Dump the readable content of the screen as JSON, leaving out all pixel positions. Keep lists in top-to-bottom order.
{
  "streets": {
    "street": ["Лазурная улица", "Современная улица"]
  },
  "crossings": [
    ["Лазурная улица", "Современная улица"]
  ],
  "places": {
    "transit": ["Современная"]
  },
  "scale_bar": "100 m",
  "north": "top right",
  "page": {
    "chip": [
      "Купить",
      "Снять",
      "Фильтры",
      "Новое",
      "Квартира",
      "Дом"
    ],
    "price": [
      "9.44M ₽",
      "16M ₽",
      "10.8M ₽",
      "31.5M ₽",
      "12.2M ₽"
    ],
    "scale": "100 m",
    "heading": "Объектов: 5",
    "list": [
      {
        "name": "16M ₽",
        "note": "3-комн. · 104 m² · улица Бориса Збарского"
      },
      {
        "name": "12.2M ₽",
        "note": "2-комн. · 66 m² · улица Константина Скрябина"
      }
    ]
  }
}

◇ ◇ ◇ ◇ ◇

**Exercise instructions:** None of the records may be skipped; each is to be repeated exactly.

**Answer below:**
Dump the readable content of the screen as JSON, leaving out all pixel positions. Keep lists in top-to-bottom order.
{
  "streets": {
    "street": ["Лазурная улица", "Современная улица"]
  },
  "crossings": [
    ["Лазурная улица", "Современная улица"]
  ],
  "places": {
    "transit": ["Современная"]
  },
  "scale_bar": "100 m",
  "north": "top right",
  "page": {
    "chip": [
      "Купить",
      "Снять",
      "Фильтры",
      "Новое",
      "Квартира",
      "Дом"
    ],
    "price": [
      "9.44M ₽",
      "16M ₽",
      "10.8M ₽",
      "31.5M ₽",
      "12.2M ₽"
    ],
    "scale": "100 m",
    "heading": "Объектов: 5",
    "list": [
      {
        "name": "16M ₽",
        "note": "3-комн. · 104 m² · улица Бориса Збарского"
      },
      {
        "name": "12.2M ₽",
        "note": "2-комн. · 66 m² · улица Константина Скрябина"
      }
    ]
  }
}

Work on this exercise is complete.